Back in Manitoba, four months pregnant, Gerry was told for the second time in a year that her husband was dead.

“She refused to believe it for quite some time,” her grandson, George Watson, said last Saturday.

Watson, 51, from Surrey, said this while plunked in a chair at the aviation museum in North Saanich. It was his first time there, having been given a tour by Brand.

Much of what he heard was new to him, Roy’s story having died with Gerry. “My grandmother had a hard time talking about it. It hit her pretty hard. She didn’t want to talk about that time in her life.”

She passed on one piece of information, though: Roy wasn’t supposed to be on that flight on the day he died.

The thing is, Brand didn’t just introduce Watson to his dead grandfather. He introduced him to his living family in New Zealand, too.

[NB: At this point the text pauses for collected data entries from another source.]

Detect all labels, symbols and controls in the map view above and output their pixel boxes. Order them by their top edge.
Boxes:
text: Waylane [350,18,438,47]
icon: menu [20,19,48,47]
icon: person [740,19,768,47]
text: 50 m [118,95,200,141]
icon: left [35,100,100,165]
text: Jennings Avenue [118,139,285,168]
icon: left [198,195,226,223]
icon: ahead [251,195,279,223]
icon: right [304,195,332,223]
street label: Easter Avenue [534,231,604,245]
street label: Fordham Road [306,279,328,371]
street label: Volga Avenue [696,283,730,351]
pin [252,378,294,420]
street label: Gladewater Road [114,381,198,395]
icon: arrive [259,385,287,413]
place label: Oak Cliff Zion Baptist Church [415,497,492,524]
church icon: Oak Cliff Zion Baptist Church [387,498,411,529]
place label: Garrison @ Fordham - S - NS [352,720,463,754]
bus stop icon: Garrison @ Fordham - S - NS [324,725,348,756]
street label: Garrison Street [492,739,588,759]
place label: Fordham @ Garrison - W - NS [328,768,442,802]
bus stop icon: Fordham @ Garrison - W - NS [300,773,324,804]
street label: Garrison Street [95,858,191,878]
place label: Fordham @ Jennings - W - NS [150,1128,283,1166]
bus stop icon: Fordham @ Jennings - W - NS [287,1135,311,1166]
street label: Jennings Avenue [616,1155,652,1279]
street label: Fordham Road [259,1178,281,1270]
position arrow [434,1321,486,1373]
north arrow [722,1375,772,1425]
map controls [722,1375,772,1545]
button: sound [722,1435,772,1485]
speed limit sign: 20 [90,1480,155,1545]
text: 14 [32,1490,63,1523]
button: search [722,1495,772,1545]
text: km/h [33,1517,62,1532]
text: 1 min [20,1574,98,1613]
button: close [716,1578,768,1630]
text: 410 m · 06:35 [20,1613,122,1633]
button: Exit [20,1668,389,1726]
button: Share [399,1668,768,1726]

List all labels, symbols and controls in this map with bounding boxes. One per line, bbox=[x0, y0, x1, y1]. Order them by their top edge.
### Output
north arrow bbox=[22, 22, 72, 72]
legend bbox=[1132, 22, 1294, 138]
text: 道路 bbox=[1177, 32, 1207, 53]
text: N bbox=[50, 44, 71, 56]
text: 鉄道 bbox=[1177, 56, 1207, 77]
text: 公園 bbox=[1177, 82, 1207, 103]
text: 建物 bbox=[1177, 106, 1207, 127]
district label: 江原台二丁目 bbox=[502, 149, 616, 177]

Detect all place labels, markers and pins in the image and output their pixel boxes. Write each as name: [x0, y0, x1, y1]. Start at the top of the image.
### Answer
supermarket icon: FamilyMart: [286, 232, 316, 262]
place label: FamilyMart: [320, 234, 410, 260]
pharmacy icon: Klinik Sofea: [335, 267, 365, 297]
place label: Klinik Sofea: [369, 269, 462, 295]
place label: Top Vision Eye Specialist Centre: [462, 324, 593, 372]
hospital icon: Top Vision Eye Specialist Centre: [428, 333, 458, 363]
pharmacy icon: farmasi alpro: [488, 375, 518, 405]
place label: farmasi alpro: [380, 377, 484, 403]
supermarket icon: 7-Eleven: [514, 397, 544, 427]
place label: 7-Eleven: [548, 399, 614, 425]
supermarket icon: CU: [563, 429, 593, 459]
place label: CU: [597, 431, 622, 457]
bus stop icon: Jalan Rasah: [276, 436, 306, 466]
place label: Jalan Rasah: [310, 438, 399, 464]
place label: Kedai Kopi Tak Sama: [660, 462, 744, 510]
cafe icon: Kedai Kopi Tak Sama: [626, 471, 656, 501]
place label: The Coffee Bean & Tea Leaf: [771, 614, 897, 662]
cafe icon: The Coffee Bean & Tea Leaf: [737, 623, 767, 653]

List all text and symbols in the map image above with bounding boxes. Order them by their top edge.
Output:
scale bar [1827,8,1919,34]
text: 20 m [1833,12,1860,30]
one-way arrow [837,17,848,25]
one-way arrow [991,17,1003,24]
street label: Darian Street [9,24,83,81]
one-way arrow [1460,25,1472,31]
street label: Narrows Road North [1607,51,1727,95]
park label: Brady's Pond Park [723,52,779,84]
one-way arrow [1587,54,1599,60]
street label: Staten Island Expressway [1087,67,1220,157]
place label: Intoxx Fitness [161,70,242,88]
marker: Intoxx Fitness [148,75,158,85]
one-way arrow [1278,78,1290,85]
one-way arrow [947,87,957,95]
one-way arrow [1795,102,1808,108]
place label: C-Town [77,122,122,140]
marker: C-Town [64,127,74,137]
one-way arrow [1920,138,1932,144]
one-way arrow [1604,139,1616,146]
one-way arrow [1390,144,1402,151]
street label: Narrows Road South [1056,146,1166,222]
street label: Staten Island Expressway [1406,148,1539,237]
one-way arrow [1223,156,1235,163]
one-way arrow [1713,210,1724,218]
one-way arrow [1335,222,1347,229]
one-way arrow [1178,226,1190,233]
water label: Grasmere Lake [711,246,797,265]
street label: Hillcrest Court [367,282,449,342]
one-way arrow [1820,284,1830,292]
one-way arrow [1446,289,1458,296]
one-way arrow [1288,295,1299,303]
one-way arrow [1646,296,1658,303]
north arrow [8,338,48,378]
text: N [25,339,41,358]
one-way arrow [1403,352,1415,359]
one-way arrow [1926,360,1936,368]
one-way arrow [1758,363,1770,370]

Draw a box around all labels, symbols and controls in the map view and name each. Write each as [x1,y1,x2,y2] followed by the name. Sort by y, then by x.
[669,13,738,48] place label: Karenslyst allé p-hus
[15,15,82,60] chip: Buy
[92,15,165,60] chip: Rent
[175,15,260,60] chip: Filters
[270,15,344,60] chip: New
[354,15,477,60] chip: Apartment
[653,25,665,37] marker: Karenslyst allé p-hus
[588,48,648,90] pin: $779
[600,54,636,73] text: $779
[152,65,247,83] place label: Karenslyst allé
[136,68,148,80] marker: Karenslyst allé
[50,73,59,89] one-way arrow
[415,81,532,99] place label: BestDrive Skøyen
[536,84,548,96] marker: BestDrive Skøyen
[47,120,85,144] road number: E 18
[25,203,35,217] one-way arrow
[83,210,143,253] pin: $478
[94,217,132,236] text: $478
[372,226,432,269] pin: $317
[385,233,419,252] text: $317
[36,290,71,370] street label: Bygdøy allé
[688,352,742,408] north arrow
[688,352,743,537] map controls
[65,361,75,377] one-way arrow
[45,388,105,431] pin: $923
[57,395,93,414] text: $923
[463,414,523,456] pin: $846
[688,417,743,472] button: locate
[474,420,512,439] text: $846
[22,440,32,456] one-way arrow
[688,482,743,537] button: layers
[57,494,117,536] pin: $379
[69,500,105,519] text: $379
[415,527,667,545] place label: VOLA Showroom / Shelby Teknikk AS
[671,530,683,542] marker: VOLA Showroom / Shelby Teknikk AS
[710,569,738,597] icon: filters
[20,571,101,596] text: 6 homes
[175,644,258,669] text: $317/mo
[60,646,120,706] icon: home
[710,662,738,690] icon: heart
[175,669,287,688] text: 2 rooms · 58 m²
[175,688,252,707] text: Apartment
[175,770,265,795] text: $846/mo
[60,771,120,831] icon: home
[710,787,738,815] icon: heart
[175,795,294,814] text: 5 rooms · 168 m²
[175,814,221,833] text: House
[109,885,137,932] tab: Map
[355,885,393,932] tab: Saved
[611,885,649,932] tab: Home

It happened after Brand, while doing his detective work, realized that the families of those who died wouldn’t necessarily know of the Pat Bay monument or memorial book. “I thought: ‘Wouldn’t it be cool if at least one of them knew that 70-odd years later they’re still being honoured?’ ”

So he began looking for Roy’s family.

A website turned up the name of a Belgian researcher writing in Dutch about Second World War plane crashes, including the one in which Roy was shot down in 1943. The researcher sent Brand a translation of his book, which included a reference to Roy’s daughter, Sandy, the baby born to Gerry in August 1944. Brand went looking for Sandy, George’s mother, only to find she had died in 2015. But an email to the funeral director who handled her service resulted in Brand finding Watson.

Brand also found an online account of Roy’s first crash written by a family member in New Zealand. Turns out Moira Valentine was also a member of a cat fanciers’ club that listed her contact information.

This past April 26 — ANZAC Day in Australia and New Zealand — Brand reached Valentine via Skype. “She was quite moved,” he says.

Then Watson and Valentine, first cousins once removed, connected in the same manner. It was Watson’s first contact with the Kiwi side of his family, a thread he thought had been broken forever. “It was surreal,” Watson says.

He credits Brand’s tenacity: “In my head, I call him Peter the pit bull.”

Last Saturday, standing at the Victoria Airport Authority-funded memorial atop Hospital Hill, Brand and Watson talked about how odd it was that two strangers can meet and feel like family. Watson, looking at this grandfather’s name etched into the monument, said he would be back when Lost Airmen of the Empire is dedicated on June 1.